El cáncer colorrectal es uno de los más prevalentes a nivel mundial. Aunque tradicionalmente se ha asociado a personas mayores, en las últimas décadas se ha conseguido disminuir su incidencia en mayores de 50 años.
Ahora bien, de forma paradójica, la incidencia de cáncer colorrectal ha ido en aumento en adultos jóvenes. Estos casos de cáncer colorrectal de inicio precoz no tienen todavía, en su mayoría (y sobre todo cuando no hay antecedentes familiares de cáncer), una explicación clara.
Ahora, un nuevo estudio liderado por la Dra. Laura Valle, investigadora principal del grupo en Cáncer Hereditario del IDIBELL y el ICO y también investigadora CIBERONC, y firmado como primera autora por Mariona Terradas, del mismo grupo y recientemente nombrada profesora lectora de la UAB, podría ayudar a dibujar más claramente el panorama diagnóstico de estos cánceres precoces. Según los resultados del estudio, publicado en la revista científica Clinical Epigenetics, ciertas alteraciones epigenéticas poco frecuentes podrían estar detrás de casos que, hoy por hoy, no tienen explicación.
El estudio cuenta con la participación de investigadores del IDIBELL, el Instituto Catalán de Oncología, la Universidad de Tecnología de Dresden (TUD, Alemania), el Centro Médico de la Universidad de Leiden (LUMC, Países Bajos), el Hospital Universitario de Bellvitge, la Universidad de Oviedo, CIBERONC y CIBERESP.
Las alteraciones epigenéticas, en el punto de mira
En un 5-10% de los casos, el cáncer tiene un origen genético o hereditario que se explica por alteraciones constitucionales en genes concretos que aumentan el riesgo de desarrollar la enfermedad. El cáncer hereditario está detrás de una parte considerable de los diagnósticos precoces.
Los genes implicados en cáncer hereditario pueden estar afectados por mutaciones genéticas (que modifican directamente la secuencia de ADN) o, en algunos casos excepcionales, por alteraciones epigenéticas (que no afectan directamente a la secuencia, pero cambian la manera en que se lee y se interpreta y, por tanto, la actividad y expresión génica).
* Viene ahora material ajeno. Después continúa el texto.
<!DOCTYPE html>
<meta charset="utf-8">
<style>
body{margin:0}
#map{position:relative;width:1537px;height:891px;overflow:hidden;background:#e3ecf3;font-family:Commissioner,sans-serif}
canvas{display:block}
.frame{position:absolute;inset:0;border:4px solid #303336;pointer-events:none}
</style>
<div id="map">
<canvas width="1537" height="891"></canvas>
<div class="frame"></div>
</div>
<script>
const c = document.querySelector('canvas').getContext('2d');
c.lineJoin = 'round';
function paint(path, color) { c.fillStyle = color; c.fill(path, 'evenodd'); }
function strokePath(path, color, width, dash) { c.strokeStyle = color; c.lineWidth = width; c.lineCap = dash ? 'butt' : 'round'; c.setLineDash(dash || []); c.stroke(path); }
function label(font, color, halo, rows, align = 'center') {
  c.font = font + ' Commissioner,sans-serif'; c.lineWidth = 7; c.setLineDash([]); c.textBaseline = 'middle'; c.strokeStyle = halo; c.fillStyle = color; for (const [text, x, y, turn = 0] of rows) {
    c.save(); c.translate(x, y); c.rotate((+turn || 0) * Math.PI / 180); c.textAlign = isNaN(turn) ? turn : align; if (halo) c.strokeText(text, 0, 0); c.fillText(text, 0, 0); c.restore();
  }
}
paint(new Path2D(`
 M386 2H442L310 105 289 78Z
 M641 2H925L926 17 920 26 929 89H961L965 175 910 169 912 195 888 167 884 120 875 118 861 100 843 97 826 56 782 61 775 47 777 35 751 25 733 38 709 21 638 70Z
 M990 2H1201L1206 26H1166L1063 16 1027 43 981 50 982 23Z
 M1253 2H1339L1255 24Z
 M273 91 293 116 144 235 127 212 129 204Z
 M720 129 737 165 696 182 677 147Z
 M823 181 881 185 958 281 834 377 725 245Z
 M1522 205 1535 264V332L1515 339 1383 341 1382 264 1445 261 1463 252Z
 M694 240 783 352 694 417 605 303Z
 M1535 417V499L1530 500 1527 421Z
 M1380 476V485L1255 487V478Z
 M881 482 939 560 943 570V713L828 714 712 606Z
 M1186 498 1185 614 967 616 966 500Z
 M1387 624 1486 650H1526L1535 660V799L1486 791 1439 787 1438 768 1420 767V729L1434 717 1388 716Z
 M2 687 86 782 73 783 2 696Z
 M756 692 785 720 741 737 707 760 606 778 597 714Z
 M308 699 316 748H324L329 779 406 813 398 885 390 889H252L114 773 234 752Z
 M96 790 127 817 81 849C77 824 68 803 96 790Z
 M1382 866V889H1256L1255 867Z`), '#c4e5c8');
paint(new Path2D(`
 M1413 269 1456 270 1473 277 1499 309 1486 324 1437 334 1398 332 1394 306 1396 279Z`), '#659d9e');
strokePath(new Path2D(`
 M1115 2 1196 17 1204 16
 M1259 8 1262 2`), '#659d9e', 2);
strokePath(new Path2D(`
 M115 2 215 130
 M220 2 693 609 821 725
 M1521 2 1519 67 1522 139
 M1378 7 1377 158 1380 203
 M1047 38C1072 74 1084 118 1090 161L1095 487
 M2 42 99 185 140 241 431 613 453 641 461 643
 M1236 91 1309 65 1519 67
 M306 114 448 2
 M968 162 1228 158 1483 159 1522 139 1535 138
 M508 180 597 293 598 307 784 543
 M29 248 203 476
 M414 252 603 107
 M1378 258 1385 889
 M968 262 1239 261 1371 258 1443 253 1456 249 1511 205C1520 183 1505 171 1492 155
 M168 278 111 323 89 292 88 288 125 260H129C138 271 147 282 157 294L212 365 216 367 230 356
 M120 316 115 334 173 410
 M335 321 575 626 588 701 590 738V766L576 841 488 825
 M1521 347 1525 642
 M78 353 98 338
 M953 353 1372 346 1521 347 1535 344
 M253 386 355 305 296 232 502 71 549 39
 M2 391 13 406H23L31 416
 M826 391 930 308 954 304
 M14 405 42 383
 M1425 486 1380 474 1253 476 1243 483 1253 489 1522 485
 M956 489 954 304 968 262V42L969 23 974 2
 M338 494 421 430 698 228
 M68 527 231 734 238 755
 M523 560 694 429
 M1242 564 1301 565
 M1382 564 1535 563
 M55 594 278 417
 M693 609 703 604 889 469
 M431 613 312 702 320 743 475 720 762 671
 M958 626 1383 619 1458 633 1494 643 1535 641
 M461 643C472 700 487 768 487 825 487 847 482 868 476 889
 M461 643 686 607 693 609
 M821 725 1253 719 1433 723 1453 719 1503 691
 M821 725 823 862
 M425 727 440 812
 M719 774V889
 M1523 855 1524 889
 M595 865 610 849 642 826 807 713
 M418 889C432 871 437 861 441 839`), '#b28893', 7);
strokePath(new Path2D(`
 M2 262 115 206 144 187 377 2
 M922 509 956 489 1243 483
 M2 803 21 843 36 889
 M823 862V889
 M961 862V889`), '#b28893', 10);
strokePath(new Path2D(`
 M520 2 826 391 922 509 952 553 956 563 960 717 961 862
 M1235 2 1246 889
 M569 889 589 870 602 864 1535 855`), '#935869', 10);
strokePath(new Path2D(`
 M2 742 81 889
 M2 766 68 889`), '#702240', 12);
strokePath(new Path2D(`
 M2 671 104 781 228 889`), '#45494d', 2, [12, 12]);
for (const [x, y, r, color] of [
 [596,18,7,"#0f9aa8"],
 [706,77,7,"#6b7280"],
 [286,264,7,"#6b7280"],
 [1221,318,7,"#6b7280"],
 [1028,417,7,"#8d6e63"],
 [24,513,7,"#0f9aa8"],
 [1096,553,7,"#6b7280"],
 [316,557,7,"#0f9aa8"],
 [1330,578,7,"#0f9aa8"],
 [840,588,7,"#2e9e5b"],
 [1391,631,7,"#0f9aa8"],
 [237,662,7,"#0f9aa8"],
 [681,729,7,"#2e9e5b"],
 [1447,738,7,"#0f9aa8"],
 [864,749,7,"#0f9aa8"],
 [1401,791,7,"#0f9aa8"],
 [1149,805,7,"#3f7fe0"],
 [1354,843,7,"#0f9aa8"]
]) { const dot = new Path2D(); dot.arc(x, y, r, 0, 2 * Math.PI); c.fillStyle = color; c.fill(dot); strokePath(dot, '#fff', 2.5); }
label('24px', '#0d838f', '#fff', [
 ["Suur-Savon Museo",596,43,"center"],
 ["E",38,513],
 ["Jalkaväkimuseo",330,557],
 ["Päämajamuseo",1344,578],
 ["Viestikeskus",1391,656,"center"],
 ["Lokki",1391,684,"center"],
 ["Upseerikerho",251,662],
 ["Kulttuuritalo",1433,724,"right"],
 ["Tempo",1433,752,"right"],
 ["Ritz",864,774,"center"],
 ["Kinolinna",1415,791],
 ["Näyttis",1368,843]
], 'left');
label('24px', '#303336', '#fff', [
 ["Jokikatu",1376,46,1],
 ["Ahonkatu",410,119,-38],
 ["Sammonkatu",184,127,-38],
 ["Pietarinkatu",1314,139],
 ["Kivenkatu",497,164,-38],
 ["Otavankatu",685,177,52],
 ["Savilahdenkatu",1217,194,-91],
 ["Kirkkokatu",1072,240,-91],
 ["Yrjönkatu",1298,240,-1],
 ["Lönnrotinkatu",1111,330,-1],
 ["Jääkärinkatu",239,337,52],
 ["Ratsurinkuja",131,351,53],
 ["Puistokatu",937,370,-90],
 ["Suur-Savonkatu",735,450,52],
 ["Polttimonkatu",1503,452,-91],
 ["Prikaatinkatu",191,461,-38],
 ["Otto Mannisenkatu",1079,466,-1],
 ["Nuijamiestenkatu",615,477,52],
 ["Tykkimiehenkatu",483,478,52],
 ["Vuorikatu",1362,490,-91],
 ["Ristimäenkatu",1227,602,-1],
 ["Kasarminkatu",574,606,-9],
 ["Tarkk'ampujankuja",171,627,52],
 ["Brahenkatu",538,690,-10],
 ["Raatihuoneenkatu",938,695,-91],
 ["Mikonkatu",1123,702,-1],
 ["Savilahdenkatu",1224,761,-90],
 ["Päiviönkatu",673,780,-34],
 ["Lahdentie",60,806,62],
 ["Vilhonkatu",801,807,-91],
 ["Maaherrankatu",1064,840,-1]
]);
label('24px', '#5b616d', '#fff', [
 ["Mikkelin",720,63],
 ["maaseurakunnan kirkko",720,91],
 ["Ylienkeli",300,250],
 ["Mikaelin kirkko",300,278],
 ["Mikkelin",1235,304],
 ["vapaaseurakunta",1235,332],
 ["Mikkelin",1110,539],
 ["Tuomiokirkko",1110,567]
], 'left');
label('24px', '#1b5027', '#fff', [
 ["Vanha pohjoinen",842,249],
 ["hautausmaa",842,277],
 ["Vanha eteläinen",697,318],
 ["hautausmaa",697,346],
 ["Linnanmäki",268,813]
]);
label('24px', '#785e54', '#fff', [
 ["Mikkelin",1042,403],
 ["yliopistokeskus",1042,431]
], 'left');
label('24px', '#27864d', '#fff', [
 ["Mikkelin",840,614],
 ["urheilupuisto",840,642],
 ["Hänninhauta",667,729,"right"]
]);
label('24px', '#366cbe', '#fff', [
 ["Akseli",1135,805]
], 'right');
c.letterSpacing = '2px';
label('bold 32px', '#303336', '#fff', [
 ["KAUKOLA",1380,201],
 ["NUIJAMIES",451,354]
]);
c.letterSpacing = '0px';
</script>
En este estudio, el equipo de la Dra. Laura Valle ha conseguido identificar un par de alteraciones epigenéticas que podrían ser responsables de ciertos casos de cáncer colorrectal de inicio precoz en jóvenes. De confirmarlo en futuros estudios, estas alteraciones podrían pasar a asociarse formalmente con un mayor riesgo de desarrollar este tipo de cáncer.
Los genes afectados: LTBP4 y BRCA1
Más allá de mutaciones genéticas, a veces el error se encuentra en los promotores de genes de cáncer hereditario. Los promotores funcionan como una especie de «interruptores» genéticos, controlando e induciendo la lectura de los genes a los que están asociados y, por lo tanto, su actividad.
El equipo de la Dra. Valle se centró en la identificación de interruptores anómalos (metilación de promotores) en genes de predisposición al cáncer o en genes implicados en vías clave del cáncer de colon. Analizando muestras de 46 pacientes diagnosticados de cáncer colorrectal antes de los 50 años, identificaron una metilación constitucional (en todas las células del paciente) en un promotor del gen LTBP4 que podría estar asociada a un mayor riesgo de cáncer colorrectal en jóvenes.
“A pesar de ser una alteración rara per se a nivel constitucional, es bastante común en tumores de colon, donde conduce a una menor expresión del gen. Esto, la estrecha relación del gen afectado con una vía tradicionalmente vinculada a la carcinogénesis colorrectal (TGF-β), y que su inactivación provoca tumores intestinales en modelos animales, convertía esta alteración en una candidata prometedora para explicar algunos casos de cáncer colorrectal sin causa genética aparente«, explica la Dra. Valle. Curiosamente, el paciente afectado también presentaba enfisema pulmonar precoz, un rasgo observado tanto en ratones modificados como en pacientes pediátricos con inactivación completa de este gen.
Los investigadores también identificaron otro interruptor anómalo, esta vez del gen BRCA1. BRCA1 es conocido por aumentar el riesgo de cáncer de mama y ovario. Ahora habrá que confirmar si las alteraciones epigenéticas de su promotor también contribuyen a un mayor riesgo de cáncer colorrectal.
Un nuevo síndrome de cáncer hereditario
Si se confirma que la alteración epigenética del gen LTBP4 está asociada a un mayor riesgo de cáncer colorrectal, estaríamos ante un nuevo síndrome de cáncer colorrectal hereditario, lo que podría suponer un gran avance diagnóstico. Detectarlo a tiempo sería clave para identificar individuos susceptibles a desarrollar cáncer, y poder empezar lo antes posible con estrategias personalizadas de vigilancia y prevención del cáncer.